EXERCISE DIRECTIONS: Output every entry exactly as given.

Records contained in a dataset:

== == ==

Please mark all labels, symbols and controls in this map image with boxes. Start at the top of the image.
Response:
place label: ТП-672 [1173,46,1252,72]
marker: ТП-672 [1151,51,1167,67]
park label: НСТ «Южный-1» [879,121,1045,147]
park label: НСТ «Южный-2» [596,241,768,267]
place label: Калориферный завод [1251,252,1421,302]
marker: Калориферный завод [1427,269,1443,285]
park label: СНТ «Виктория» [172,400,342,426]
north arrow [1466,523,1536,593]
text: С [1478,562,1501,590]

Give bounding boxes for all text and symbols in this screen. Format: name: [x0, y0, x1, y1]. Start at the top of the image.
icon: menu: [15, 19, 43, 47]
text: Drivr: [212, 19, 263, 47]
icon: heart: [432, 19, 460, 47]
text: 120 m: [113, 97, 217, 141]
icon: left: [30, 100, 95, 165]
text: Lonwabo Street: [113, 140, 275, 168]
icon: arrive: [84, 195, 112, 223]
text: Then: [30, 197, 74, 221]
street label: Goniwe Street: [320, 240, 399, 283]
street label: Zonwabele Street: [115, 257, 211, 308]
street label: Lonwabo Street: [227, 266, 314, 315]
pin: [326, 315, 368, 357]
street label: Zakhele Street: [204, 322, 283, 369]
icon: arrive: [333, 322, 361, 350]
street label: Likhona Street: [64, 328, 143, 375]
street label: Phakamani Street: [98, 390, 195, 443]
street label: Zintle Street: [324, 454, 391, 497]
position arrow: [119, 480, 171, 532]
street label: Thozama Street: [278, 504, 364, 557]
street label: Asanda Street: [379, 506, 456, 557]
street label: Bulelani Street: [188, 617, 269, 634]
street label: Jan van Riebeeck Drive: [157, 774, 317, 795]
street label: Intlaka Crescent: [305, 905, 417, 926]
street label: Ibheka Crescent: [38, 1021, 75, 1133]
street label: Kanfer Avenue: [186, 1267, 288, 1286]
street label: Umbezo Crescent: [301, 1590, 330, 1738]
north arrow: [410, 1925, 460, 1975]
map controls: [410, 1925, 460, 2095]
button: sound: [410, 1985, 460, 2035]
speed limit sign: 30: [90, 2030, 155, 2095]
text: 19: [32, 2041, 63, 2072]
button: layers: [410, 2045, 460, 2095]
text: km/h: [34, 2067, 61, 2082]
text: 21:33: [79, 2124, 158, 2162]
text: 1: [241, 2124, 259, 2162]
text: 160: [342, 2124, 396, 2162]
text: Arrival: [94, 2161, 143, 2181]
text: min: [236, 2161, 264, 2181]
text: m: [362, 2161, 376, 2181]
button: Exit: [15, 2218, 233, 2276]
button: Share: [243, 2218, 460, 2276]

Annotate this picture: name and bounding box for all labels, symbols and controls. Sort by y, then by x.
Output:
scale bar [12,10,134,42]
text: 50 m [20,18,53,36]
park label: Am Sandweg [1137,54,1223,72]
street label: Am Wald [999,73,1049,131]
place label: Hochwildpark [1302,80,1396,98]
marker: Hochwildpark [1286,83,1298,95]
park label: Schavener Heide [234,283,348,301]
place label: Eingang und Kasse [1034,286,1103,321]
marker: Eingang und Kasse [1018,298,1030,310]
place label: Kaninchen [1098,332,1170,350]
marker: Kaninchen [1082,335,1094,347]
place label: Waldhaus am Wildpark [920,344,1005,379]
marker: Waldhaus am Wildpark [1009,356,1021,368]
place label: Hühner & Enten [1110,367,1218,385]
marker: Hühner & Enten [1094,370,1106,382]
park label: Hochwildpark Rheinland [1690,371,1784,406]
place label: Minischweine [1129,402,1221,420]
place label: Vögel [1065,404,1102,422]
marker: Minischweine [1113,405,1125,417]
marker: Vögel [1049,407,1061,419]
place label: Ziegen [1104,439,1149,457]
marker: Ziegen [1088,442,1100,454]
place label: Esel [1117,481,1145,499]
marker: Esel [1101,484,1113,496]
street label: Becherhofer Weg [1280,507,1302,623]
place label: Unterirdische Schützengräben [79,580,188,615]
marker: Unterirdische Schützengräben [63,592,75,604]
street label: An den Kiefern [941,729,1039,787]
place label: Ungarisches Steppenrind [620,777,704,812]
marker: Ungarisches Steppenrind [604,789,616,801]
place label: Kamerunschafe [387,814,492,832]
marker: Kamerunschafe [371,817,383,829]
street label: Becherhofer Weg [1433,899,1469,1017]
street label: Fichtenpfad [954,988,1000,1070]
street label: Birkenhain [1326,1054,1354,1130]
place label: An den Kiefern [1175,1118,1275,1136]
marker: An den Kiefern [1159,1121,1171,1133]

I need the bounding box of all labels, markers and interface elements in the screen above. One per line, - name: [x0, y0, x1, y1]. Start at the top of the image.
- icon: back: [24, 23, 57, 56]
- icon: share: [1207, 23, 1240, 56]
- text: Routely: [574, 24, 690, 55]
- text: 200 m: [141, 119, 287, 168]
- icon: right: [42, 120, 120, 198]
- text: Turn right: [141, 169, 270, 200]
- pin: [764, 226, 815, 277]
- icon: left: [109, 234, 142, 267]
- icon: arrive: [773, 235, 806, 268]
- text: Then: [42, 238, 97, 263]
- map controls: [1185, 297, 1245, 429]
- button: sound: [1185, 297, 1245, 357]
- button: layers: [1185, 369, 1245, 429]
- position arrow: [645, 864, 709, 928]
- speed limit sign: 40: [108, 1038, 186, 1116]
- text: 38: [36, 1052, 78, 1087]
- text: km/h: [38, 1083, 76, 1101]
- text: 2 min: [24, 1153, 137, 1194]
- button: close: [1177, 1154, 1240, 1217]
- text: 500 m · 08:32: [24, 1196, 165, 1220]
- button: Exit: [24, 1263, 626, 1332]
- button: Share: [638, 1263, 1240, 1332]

== == ==

YOUR SOLUTION:
Please mark all labels, symbols and controls in this map image with boxes. Start at the top of the image.
Response:
place label: ТП-672 [1173,46,1252,72]
marker: ТП-672 [1151,51,1167,67]
park label: НСТ «Южный-1» [879,121,1045,147]
park label: НСТ «Южный-2» [596,241,768,267]
place label: Калориферный завод [1251,252,1421,302]
marker: Калориферный завод [1427,269,1443,285]
park label: СНТ «Виктория» [172,400,342,426]
north arrow [1466,523,1536,593]
text: С [1478,562,1501,590]

Give bounding boxes for all text and symbols in this screen. Format: name: [x0, y0, x1, y1]. Start at the top of the image.
icon: menu: [15, 19, 43, 47]
text: Drivr: [212, 19, 263, 47]
icon: heart: [432, 19, 460, 47]
text: 120 m: [113, 97, 217, 141]
icon: left: [30, 100, 95, 165]
text: Lonwabo Street: [113, 140, 275, 168]
icon: arrive: [84, 195, 112, 223]
text: Then: [30, 197, 74, 221]
street label: Goniwe Street: [320, 240, 399, 283]
street label: Zonwabele Street: [115, 257, 211, 308]
street label: Lonwabo Street: [227, 266, 314, 315]
pin: [326, 315, 368, 357]
street label: Zakhele Street: [204, 322, 283, 369]
icon: arrive: [333, 322, 361, 350]
street label: Likhona Street: [64, 328, 143, 375]
street label: Phakamani Street: [98, 390, 195, 443]
street label: Zintle Street: [324, 454, 391, 497]
position arrow: [119, 480, 171, 532]
street label: Thozama Street: [278, 504, 364, 557]
street label: Asanda Street: [379, 506, 456, 557]
street label: Bulelani Street: [188, 617, 269, 634]
street label: Jan van Riebeeck Drive: [157, 774, 317, 795]
street label: Intlaka Crescent: [305, 905, 417, 926]
street label: Ibheka Crescent: [38, 1021, 75, 1133]
street label: Kanfer Avenue: [186, 1267, 288, 1286]
street label: Umbezo Crescent: [301, 1590, 330, 1738]
north arrow: [410, 1925, 460, 1975]
map controls: [410, 1925, 460, 2095]
button: sound: [410, 1985, 460, 2035]
speed limit sign: 30: [90, 2030, 155, 2095]
text: 19: [32, 2041, 63, 2072]
button: layers: [410, 2045, 460, 2095]
text: km/h: [34, 2067, 61, 2082]
text: 21:33: [79, 2124, 158, 2162]
text: 1: [241, 2124, 259, 2162]
text: 160: [342, 2124, 396, 2162]
text: Arrival: [94, 2161, 143, 2181]
text: min: [236, 2161, 264, 2181]
text: m: [362, 2161, 376, 2181]
button: Exit: [15, 2218, 233, 2276]
button: Share: [243, 2218, 460, 2276]

Annotate this picture: name and bounding box for all labels, symbols and controls. Sort by y, then by x.
Output:
scale bar [12,10,134,42]
text: 50 m [20,18,53,36]
park label: Am Sandweg [1137,54,1223,72]
street label: Am Wald [999,73,1049,131]
place label: Hochwildpark [1302,80,1396,98]
marker: Hochwildpark [1286,83,1298,95]
park label: Schavener Heide [234,283,348,301]
place label: Eingang und Kasse [1034,286,1103,321]
marker: Eingang und Kasse [1018,298,1030,310]
place label: Kaninchen [1098,332,1170,350]
marker: Kaninchen [1082,335,1094,347]
place label: Waldhaus am Wildpark [920,344,1005,379]
marker: Waldhaus am Wildpark [1009,356,1021,368]
place label: Hühner & Enten [1110,367,1218,385]
marker: Hühner & Enten [1094,370,1106,382]
park label: Hochwildpark Rheinland [1690,371,1784,406]
place label: Minischweine [1129,402,1221,420]
place label: Vögel [1065,404,1102,422]
marker: Minischweine [1113,405,1125,417]
marker: Vögel [1049,407,1061,419]
place label: Ziegen [1104,439,1149,457]
marker: Ziegen [1088,442,1100,454]
place label: Esel [1117,481,1145,499]
marker: Esel [1101,484,1113,496]
street label: Becherhofer Weg [1280,507,1302,623]
place label: Unterirdische Schützengräben [79,580,188,615]
marker: Unterirdische Schützengräben [63,592,75,604]
street label: An den Kiefern [941,729,1039,787]
place label: Ungarisches Steppenrind [620,777,704,812]
marker: Ungarisches Steppenrind [604,789,616,801]
place label: Kamerunschafe [387,814,492,832]
marker: Kamerunschafe [371,817,383,829]
street label: Becherhofer Weg [1433,899,1469,1017]
street label: Fichtenpfad [954,988,1000,1070]
street label: Birkenhain [1326,1054,1354,1130]
place label: An den Kiefern [1175,1118,1275,1136]
marker: An den Kiefern [1159,1121,1171,1133]

I need the bounding box of all labels, markers and interface elements in the screen above. One per line, - name: [x0, y0, x1, y1]. Start at the top of the image.
- icon: back: [24, 23, 57, 56]
- icon: share: [1207, 23, 1240, 56]
- text: Routely: [574, 24, 690, 55]
- text: 200 m: [141, 119, 287, 168]
- icon: right: [42, 120, 120, 198]
- text: Turn right: [141, 169, 270, 200]
- pin: [764, 226, 815, 277]
- icon: left: [109, 234, 142, 267]
- icon: arrive: [773, 235, 806, 268]
- text: Then: [42, 238, 97, 263]
- map controls: [1185, 297, 1245, 429]
- button: sound: [1185, 297, 1245, 357]
- button: layers: [1185, 369, 1245, 429]
- position arrow: [645, 864, 709, 928]
- speed limit sign: 40: [108, 1038, 186, 1116]
- text: 38: [36, 1052, 78, 1087]
- text: km/h: [38, 1083, 76, 1101]
- text: 2 min: [24, 1153, 137, 1194]
- button: close: [1177, 1154, 1240, 1217]
- text: 500 m · 08:32: [24, 1196, 165, 1220]
- button: Exit: [24, 1263, 626, 1332]
- button: Share: [638, 1263, 1240, 1332]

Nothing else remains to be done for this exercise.